Balanço da reorganização das urgências de ginecologia em VFX não convence autarcas e utentes
- foto arquivo O MIRANTE

Loures e Vila Franca de Xira fazem balanços positivos da reorganização das urgências de ginecologia que, logo no primeiro mês, começaram com uma grávida a dar à luz no quartel dos bombeiros de Vila Franca de Xira. Utentes continuam a contestar.

As unidades locais de saúde (ULS) que gerem os hospitais de Loures e de Vila Franca de Xira fizeram na última semana um balanço positivo da reorganização das urgências de ginecologia e obstetrícia. Uma medida que resultou na concentração de serviços dessas especialidades no Hospital de Loures e o fecho das urgências em Vila Franca de Xira.
Em Loures, no primeiro mês de actividade foram registados 201 partos e 1.409 admissões, “um indicador que traduz um ligeiro aumento da actividade assistencial”, adiantou a ULS de Loures/Odivelas, que vincou o balanço positivo do primeiro mês de funcionamento da urgência centralizada. A nova Urgência Centralizada de Ginecologia e Obstetrícia de Loures-Odivelas/Estuário do Tejo entrou em funcionamento a 16 de Março e concentra os casos urgentes da região, incluindo os reencaminhados do Hospital Vila Franca de Xira, cuja urgência encerrou por falta de profissionais.
Entretanto também a ULS Estuário do Tejo (ULSET) fez um balanço sobre o funcionamento do Hospital Vila Franca de Xira, notando que a sua maternidade manteve os partos programados em linha com o primeiro trimestre do ano: 51 partos entre 16 de Março e 15 de Abril. Em Janeiro, diz a ULSET, nasceram 44 crianças, em Fevereiro 62 e em Março 67. Segundo a unidade, os 51 partos entre 16 de Março e 15 de Abril representam um crescimento “muito significativo” relativamente aos números do último trimestre do ano passado, quando nasceram 30 crianças em Outubro, 29 em Novembro e 42 em Dezembro. “O bom desempenho de 2026 resulta do investimento que está a ser realizado no Serviço de Ginecologia e Obstetrícia, nomeadamente a contratação de médicos, a recuperação das cirurgias e a criação de uma Consulta Aberta no hospital”, refere a ULSET.

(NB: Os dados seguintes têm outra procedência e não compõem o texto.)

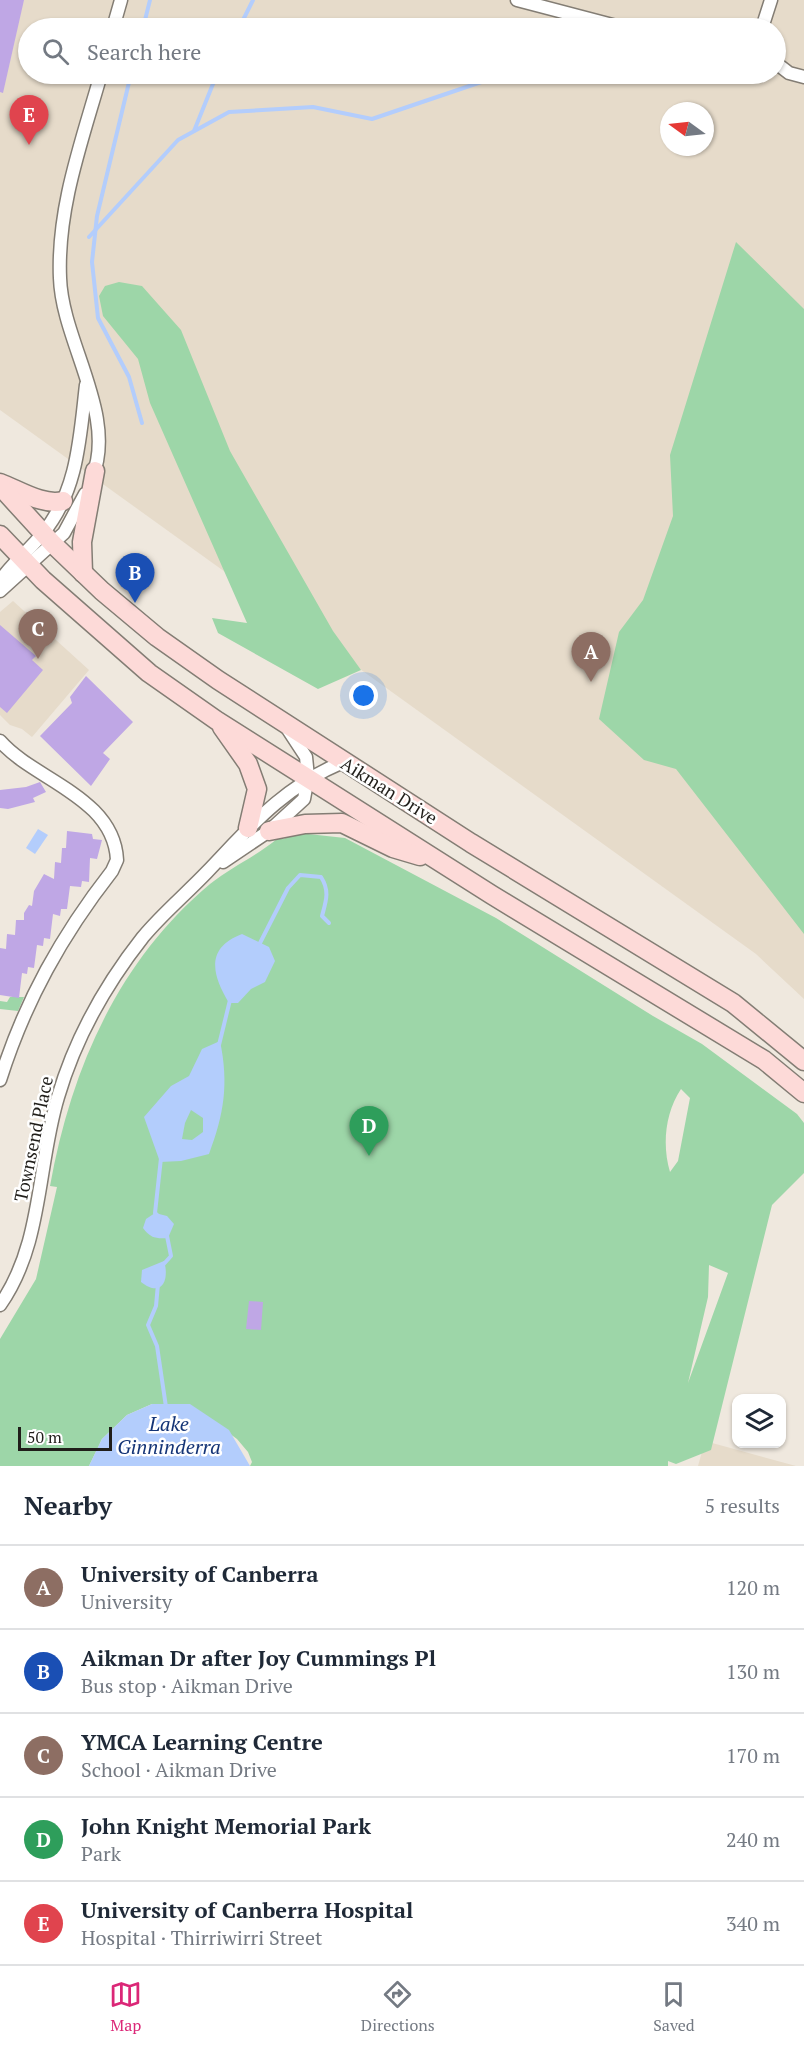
<!DOCTYPE html>
<meta charset="utf-8">
<style>
body{margin:0;font-family:"PT Serif",serif;background:#f6f6f7;color:#1f2937}
.controls{position:absolute;right:18px;bottom:18px;display:grid;overflow:hidden;border-radius:12px;box-shadow:0 2px 4px #0004}
.controls button{width:54px;height:54px;display:grid;place-items:center;padding:0;border:0;border-bottom:2px solid #e0e1e3;background:#fff;color:#1f2937;font:30px sans-serif}
.compass{position:absolute;left:660px;top:102px;width:54px;height:54px;border-radius:50%;background:#fff;box-shadow:0 2px 4px #0004;rotate:285deg}
.scale{position:absolute;left:18px;bottom:15px;width:94px;box-sizing:border-box;padding-left:6px;border:3px solid #201e1a;border-top:0;font-size:16px;line-height:21px;white-space:nowrap;color:#201e1a;-webkit-text-stroke:4px #fff;paint-order:stroke}
.you{position:absolute;left:364px;top:696px;width:21px;height:21px;margin:-15px;border:4px solid #fff;border-radius:50%;background:#1a73e8;box-shadow:0 0 0 9px #1a73e833}
.badge{display:grid;place-items:center;width:39px;height:39px;border-radius:50%;background:#db2777;color:#fff;font-size:20px;font-weight:700}
.pin{position:absolute;translate:-50% -50px;filter:drop-shadow(0 2px 3px #0008)}
.pin::after{content:'';position:absolute;top:32px;width:21px;height:18px;background:inherit;clip-path:polygon(0 0,100% 0,50% 100%)}
.list{margin:0;padding:0;list-style:none}
h2{display:flex;justify-content:space-between;align-items:center;height:78px;margin:0;padding:0 24px;font-size:26px}
h2 small{font-size:20px;font-weight:400;color:#747a83}
.list li{display:grid;grid-template-columns:39px 1fr auto;gap:18px;align-items:center;box-sizing:border-box;height:84px;padding:0 24px;border-top:2px solid #e0e1e3}
.list b{display:block;font-size:22px;white-space:nowrap}
.list p{margin:0;font-size:20px;white-space:nowrap;color:#747a83}
.list em{font-size:20px;font-style:normal;color:#747a83}
.icon{flex:none;width:33px;height:33px;fill:none;stroke:currentColor;stroke-width:2;stroke-linecap:round;stroke-linejoin:round}
.map{position:relative;flex:none;width:804px;height:1466px;overflow:hidden}
.search{position:absolute;background:#fff;box-shadow:0 2px 4px #0004;left:18px;right:18px;top:18px;height:66px;display:flex;align-items:center;gap:15px;box-sizing:border-box;padding:0 21px;border-radius:33px;color:#747a83;font-size:22px}
.sheet{height:498px;background:#fff}
nav{display:flex;justify-content:space-around;align-items:center;box-sizing:border-box;height:84px;border-top:2px solid #e0e1e3;background:#fff;font-size:16px;color:#747a83}
nav a{display:grid;justify-items:center;gap:3px}
nav .on{color:#db2777}
.map>svg:first-child{display:block}
.built{fill:#e6dbca;fill-rule:evenodd}
.green{fill:#9dd6a8;fill-rule:evenodd}
.water{fill:#b3cdfc;fill-rule:evenodd}
.lines{fill:none;stroke-linecap:round;stroke-linejoin:round}
.stream{stroke:#b3cdfc;stroke-width:4}
.building{fill:#bfa7e5}
.street-casing{stroke:#837d74;stroke-width:15}
.secondary-casing{stroke:#837d74;stroke-width:21}
.street{stroke:#fff;stroke-width:12}
.secondary{stroke:#fddad8;stroke-width:18}
.labels{text-anchor:middle;stroke-width:5;stroke-linejoin:round;paint-order:stroke}
.street-label{font-size:18px;fill:#201e1a;stroke:#fff}
.water-label{font-size:20px;font-style:italic;fill:#143476;stroke:#fff}
</style>
<div class="map">
<svg width="804" height="1466" viewBox="0 0 804 1466">
<rect width="100%" height="100%" fill="#efe8de"/>
<!-- built -->
<g class="built">
<path d="M0,0H804V999L756,954L0,410ZM28,28H776V74H28ZM669,111H705V147H669Z"/>
<path d="M13,601L89,670L32,737L22,729L10,725L0,715V612Z"/>
<path d="M705,1441L796,1466H698Z"/>
</g>
<!-- green -->
<g class="green">
<path d="M736,242L804,309V934L676,769L644,760L599,719L619,632L643,600L673,516L670,455Z"/>
<path d="M119,282L142,286L181,330L230,451L333,631L361,670L318,689L218,633L212,618L247,623L150,403L138,359L103,316L99,296L105,286Z"/>
<path d="M299,833L345,838L496,918L653,1016L702,1044L797,1114L804,1123V1173L772,1205L711,1450L676,1464L668,1461V1466H250L252,1462L248,1452L237,1439L218,1425L172,1404H152L127,1415L102,1439L89,1466H0V1339L36,1279L57,1187L50,1186C71,1070 117,962 210,884C231,867 257,856 278,838L283,839ZM681,1089L690,1098L678,1161L670,1172C662,1145 665,1113 681,1089ZM709,1265L728,1273L688,1383L708,1297Z"/>
<path d="M10,997H24L18,1011L0,1009V1001L7,1002Z"/>
</g>
<!-- water -->
<g class="water">
<path d="M38,829L48,835L35,854L26,848Z"/>
<path d="M242,934L269,947L275,961L265,982L251,989L238,1003H229C212,975 205,948 242,934Z"/>
<path d="M220,1041C229,1084 224,1114 209,1154L181,1161L160,1162L144,1117L171,1086L189,1076L202,1049ZM191,1110L203,1118V1132L192,1140L182,1139L185,1123Z"/>
<path d="M155,1213L167,1216L174,1224L168,1238C157,1239 150,1238 143,1228L146,1219Z"/>
<path d="M164,1261C170,1281 161,1298 141,1282L142,1270Z"/>
<path d="M152,1404H190L229,1430L250,1466H89L102,1439L127,1415Z"/>
</g>
<g class="lines">
<!-- stream -->
<g class="stream">
<path d="M143,28L150,0"/>
<path d="M239,28L253,0"/>
<path d="M131,74L97,216L92,262L98,318L129,377L142,423"/>
<path d="M194,131L217,74"/>
<path d="M89,237L178,140L229,112L313,107L372,119L493,78"/>
<path d="M260,943L288,888L300,875L321,877C330,891 326,901 322,916L329,923"/>
<path d="M219,1045L230,1000"/>
<path d="M158,1216L155,1213L161,1158"/>
<path d="M162,1266L171,1256L167,1236"/>
<path d="M158,1284L156,1306L148,1325L157,1346L166,1407"/>
</g>
</g>
<!-- building -->
<g class="building">
<path d="M0,0H24L3,93L0,92Z"/>
<path d="M0,625L36,656L32,660L43,670L7,713L0,707Z"/>
<path d="M86,676L133,722L103,753L110,759L91,786L40,736L72,703L70,697Z"/>
<path d="M40,782L46,792L33,798L35,802L8,809L0,808V790L26,787Z"/>
<path d="M67,831L92,834L93,839L102,840L97,859L90,858L89,882L82,881L81,887L70,886L67,909H61L60,916L53,914L50,939L44,938L43,946L37,945L34,968L28,967L27,974L22,973L19,998L0,995V948L6,949L7,934L15,935L16,920H24V913L29,905L32,906L34,891L44,874L54,879L55,862L61,863L62,848H66Z"/>
<path d="M249,1301L263,1302L261,1330L246,1329Z"/>
</g>
<g class="lines">
<defs>
<g id="street">
<path d="M517,0L624,28"/>
<path d="M113,28L121,0"/>
<path d="M762,28L771,0"/>
<path d="M776,63L789,73L804,77"/>
<path d="M92,478C118,415 62,342 60,278C57,208 82,141 101,74"/>
<path d="M0,581C12,563 30,550 43,533C78,491 80,436 86,385"/>
<path d="M0,591L64,533L85,494"/>
<path d="M0,741C34,780 114,797 117,860L112,871C62,935 25,1001 0,1080"/>
<path d="M223,862L269,831L304,799L308,777L306,757L287,728"/>
<path d="M0,1305C43,1244 37,1166 58,1097C75,1039 106,984 143,937C162,914 186,894 207,872C250,827 283,787 343,762"/>
</g>
<g id="secondary">
<path d="M0,483C19,490 43,506 63,501"/>
<path d="M0,486L53,544L102,591L157,637L218,680L471,843L733,1003L804,1061"/>
<path d="M0,535L43,580L149,673L216,720L492,895L764,1060L804,1093"/>
<path d="M83,573L82,542L95,471"/>
<path d="M222,727L248,764L257,789L248,828"/>
<path d="M269,831L305,824L342,823L393,848L420,856"/>
</g>
</defs>
<!-- street casing -->
<use href="#street" class="street-casing"/>
<!-- secondary casing -->
<use href="#secondary" class="secondary-casing"/>
<!-- street -->
<use href="#street" class="street"/>
<!-- secondary -->
<use href="#secondary" class="secondary"/>
</g>
<g class="labels">
<!-- street labels -->
<g class="street-label">
<text transform="translate(389 791) rotate(32)" y="6">Aikman Drive</text>
<text transform="translate(34 1139) rotate(-78)" y="6">Townsend Place</text>
</g>
<!-- water labels -->
<g class="water-label">
<text x="169" y="1431">Lake<tspan x="169" dy="23">Ginninderra</tspan></text>
</g>
</g>
</svg>
<div class="controls">
<button><svg class="icon" aria-label="layers" viewBox="0 0 24 24"><path d="M12 4l9 5-9 5-9-5zM3 14l9 5 9-5"/></svg></button>
</div>
<svg class="compass" viewBox="-18 -18 36 36"><path d="M0-13l5 13h-10z" fill="#e53935"/><path d="M0 13l5-13h-10z" fill="#747a83"/></svg>
<div class="scale">50 m</div>
<div class="you"></div>
<div class="pin badge" style="left:591px;top:682px;background:#8d6e63">A</div>
<div class="pin badge" style="left:135px;top:603px;background:#1a4fb4">B</div>
<div class="pin badge" style="left:38px;top:659px;background:#8d6e63">C</div>
<div class="pin badge" style="left:369px;top:1156px;background:#2e9e5b">D</div>
<div class="pin badge" style="left:29px;top:145px;background:#e0444e">E</div>
<div class="search"><svg class="icon" aria-label="search" viewBox="0 0 24 24"><circle cx="10" cy="10" r="6"/><path d="M15 15l6 6"/></svg>Search here</div>
</div>
<section class="sheet">
<h2>Nearby<small>5 results</small></h2>
<ul class="list">
<li><span class="badge" style="background:#8d6e63">A</span><div><b>University of Canberra</b><p>University</p></div><em>120 m</em></li>
<li><span class="badge" style="background:#1a4fb4">B</span><div><b>Aikman Dr after Joy Cummings Pl</b><p>Bus stop · Aikman Drive</p></div><em>130 m</em></li>
<li><span class="badge" style="background:#8d6e63">C</span><div><b>YMCA Learning Centre</b><p>School · Aikman Drive</p></div><em>170 m</em></li>
<li><span class="badge" style="background:#2e9e5b">D</span><div><b>John Knight Memorial Park</b><p>Park</p></div><em>240 m</em></li>
<li><span class="badge" style="background:#e0444e">E</span><div><b>University of Canberra Hospital</b><p>Hospital · Thirriwirri Street</p></div><em>340 m</em></li>
</ul>
</section>
<nav>
<a class="on"><svg class="icon" aria-label="map" viewBox="0 0 24 24"><path d="M3 6l6-2 6 2 6-2v14l-6 2-6-2-6 2zM9 4v14M15 6v14"/></svg>Map</a>
<a><svg class="icon" aria-label="directions" viewBox="0 0 24 24"><path d="M12 3l9 9-9 9-9-9zM9 14v-3h6M13 9l2 2-2 2"/></svg>Directions</a>
<a><svg class="icon" aria-label="saved" viewBox="0 0 24 24"><path d="M7 4h10v16l-5-4-5 4z"/></svg>Saved</a>
</nav>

De acordo com os últimos dados do Ministério da Saúde, as utentes provenientes da ULS Estuário do Tejo, que abrange cinco concelhos servidos pelo Hospital Vila Franca de Xira, representaram 27% das admissões e 25% dos partos realizados neste primeiro mês das urgências centralizadas em Loures. Nesse período, recorde-se, uma grávida de Vila Franca de Xira não aguentou o suficiente para chegar a Loures e acabou por ter a criança no quartel dos bombeiros. Um caso que veio agudizar as críticas e as queixas da comunidade e dos autarcas sobre o modelo encontrado pelo Ministério da Saúde para minimizar os constrangimentos dos serviços de urgência desta especialidade, devido à carência de médicos para preencher as escalas.

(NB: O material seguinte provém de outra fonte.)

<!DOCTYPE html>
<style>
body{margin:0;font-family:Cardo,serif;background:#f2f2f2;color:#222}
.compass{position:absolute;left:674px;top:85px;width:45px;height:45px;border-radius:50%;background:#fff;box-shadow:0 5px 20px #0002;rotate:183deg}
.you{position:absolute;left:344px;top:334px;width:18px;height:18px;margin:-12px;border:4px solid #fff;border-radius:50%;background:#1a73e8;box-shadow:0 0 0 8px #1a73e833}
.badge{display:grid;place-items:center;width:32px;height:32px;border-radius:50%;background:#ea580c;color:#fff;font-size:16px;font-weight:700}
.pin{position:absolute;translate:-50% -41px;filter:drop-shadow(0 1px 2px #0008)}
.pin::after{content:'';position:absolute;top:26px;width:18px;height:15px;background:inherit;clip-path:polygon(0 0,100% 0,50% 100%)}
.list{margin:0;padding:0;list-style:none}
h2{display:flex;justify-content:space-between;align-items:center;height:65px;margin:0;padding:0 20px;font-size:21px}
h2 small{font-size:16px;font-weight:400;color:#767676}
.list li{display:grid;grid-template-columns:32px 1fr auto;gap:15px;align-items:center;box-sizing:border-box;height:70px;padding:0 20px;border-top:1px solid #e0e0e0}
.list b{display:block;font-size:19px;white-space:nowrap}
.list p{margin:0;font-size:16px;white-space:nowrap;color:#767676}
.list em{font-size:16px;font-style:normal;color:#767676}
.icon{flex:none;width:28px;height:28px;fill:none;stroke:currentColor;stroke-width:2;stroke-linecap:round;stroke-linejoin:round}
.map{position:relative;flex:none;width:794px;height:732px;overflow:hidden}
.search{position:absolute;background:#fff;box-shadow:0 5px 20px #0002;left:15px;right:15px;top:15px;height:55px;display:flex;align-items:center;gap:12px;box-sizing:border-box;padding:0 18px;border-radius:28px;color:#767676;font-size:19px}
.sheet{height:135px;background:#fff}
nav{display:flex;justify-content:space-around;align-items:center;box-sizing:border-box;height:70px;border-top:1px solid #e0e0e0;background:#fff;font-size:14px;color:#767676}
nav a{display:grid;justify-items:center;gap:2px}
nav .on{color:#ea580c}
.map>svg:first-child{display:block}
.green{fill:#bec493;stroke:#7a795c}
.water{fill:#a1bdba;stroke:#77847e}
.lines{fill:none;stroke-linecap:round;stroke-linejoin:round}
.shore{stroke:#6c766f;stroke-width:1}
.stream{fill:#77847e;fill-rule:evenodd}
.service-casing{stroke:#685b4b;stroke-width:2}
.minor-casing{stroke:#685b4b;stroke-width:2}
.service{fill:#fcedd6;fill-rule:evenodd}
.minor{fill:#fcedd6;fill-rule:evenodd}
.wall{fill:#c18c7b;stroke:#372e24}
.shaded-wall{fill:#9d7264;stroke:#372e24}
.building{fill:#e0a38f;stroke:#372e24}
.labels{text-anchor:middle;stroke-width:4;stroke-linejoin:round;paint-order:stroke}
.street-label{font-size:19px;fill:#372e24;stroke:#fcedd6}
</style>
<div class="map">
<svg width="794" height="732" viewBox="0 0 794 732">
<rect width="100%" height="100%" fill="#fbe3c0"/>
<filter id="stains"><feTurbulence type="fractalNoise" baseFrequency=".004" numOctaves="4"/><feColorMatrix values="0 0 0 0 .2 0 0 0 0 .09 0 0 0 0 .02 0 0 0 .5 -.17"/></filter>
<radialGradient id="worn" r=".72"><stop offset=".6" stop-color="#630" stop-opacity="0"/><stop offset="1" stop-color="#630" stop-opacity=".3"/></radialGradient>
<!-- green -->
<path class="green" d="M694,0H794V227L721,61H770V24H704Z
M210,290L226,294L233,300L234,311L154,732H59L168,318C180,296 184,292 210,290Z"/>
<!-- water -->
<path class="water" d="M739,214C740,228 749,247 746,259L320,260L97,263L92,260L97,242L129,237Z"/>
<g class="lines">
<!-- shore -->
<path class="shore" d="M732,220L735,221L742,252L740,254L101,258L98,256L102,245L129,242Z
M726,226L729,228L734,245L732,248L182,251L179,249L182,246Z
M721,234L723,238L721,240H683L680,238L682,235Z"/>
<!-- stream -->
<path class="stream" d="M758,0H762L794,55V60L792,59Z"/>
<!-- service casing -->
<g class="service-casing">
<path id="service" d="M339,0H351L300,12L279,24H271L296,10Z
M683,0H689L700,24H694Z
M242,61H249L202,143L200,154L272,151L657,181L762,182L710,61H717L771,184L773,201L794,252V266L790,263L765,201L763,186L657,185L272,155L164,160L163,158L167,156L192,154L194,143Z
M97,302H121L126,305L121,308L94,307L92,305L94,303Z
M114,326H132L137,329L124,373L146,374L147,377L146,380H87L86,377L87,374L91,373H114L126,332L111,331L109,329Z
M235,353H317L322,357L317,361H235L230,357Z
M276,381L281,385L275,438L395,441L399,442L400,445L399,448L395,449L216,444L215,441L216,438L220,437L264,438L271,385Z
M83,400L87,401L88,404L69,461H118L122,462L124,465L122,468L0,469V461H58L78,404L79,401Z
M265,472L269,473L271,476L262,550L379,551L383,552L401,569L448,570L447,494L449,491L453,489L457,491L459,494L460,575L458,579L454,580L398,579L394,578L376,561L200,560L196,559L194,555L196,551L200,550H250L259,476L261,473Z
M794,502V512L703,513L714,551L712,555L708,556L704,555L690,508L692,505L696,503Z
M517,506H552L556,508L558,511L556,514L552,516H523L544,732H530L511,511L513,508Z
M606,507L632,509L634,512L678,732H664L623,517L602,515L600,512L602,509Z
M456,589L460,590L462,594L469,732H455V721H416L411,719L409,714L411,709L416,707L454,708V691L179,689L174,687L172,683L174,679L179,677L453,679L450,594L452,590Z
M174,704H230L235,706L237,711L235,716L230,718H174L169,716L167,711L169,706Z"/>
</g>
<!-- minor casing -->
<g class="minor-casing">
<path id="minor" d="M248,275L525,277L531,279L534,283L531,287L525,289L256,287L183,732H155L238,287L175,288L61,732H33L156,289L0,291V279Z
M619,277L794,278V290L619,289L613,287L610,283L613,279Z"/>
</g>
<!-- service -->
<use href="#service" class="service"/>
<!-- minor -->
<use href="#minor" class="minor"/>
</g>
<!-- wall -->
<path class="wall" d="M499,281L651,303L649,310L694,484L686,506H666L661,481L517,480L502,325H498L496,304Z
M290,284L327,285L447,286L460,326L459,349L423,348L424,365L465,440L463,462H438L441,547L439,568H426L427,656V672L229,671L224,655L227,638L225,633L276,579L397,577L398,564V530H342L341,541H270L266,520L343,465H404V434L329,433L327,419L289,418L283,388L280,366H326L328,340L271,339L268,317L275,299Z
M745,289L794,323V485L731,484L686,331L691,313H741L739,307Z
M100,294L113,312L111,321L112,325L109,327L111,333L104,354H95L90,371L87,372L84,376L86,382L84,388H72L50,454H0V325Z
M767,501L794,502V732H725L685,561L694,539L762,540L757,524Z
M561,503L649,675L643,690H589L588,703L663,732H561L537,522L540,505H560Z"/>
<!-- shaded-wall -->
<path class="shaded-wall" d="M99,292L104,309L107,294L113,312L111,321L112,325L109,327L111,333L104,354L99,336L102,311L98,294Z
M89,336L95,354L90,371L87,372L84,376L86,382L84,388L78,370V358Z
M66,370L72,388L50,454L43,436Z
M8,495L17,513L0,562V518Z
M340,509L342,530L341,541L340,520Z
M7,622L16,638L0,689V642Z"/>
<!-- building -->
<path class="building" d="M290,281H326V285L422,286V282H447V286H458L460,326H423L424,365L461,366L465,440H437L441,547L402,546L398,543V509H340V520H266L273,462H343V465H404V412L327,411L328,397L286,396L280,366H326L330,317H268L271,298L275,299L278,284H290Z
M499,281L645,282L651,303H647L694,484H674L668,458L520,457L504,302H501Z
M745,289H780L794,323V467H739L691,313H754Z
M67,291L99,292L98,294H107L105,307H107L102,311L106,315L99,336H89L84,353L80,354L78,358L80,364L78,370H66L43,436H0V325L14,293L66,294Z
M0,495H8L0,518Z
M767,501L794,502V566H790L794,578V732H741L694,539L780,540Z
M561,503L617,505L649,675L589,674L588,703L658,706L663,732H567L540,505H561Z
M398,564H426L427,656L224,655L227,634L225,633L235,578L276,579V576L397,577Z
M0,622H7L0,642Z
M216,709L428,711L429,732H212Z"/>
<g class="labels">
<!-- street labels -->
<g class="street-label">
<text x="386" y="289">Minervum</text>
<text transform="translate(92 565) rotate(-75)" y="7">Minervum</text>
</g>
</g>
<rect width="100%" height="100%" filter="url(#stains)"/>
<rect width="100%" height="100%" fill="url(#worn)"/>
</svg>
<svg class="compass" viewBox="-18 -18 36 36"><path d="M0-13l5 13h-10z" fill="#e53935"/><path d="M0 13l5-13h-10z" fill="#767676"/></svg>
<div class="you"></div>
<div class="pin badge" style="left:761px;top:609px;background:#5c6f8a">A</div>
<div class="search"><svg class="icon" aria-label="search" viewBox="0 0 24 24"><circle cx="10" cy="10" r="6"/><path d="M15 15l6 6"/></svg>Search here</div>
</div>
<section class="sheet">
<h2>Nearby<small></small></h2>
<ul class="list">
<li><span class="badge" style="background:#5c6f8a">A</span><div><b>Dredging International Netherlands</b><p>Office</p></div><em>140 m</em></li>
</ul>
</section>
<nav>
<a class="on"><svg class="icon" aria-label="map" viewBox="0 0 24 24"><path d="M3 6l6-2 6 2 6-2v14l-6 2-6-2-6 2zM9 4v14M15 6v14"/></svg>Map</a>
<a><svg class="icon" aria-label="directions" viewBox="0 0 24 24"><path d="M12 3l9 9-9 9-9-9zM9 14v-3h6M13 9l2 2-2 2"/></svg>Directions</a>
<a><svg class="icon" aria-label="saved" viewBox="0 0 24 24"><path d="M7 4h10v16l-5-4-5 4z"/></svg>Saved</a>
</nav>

Na última semana os utentes dos vários concelhos afectados pela medida concentraram-se em Lisboa, frente ao Ministério da Saúde e aprovaram uma moção manifestando a sua “profunda indignação” para com as políticas de saúde dos governos que, “através de uma suborçamentação contínua e sistemática, procura pôr em causa” o Serviço Nacional de Saúde. Os utentes exigem ao governo também que mantenha abertas todas as urgências de Obstetrícia e Ginecologia em todos os hospitais e reabra esses e outros serviços que foram encerrados.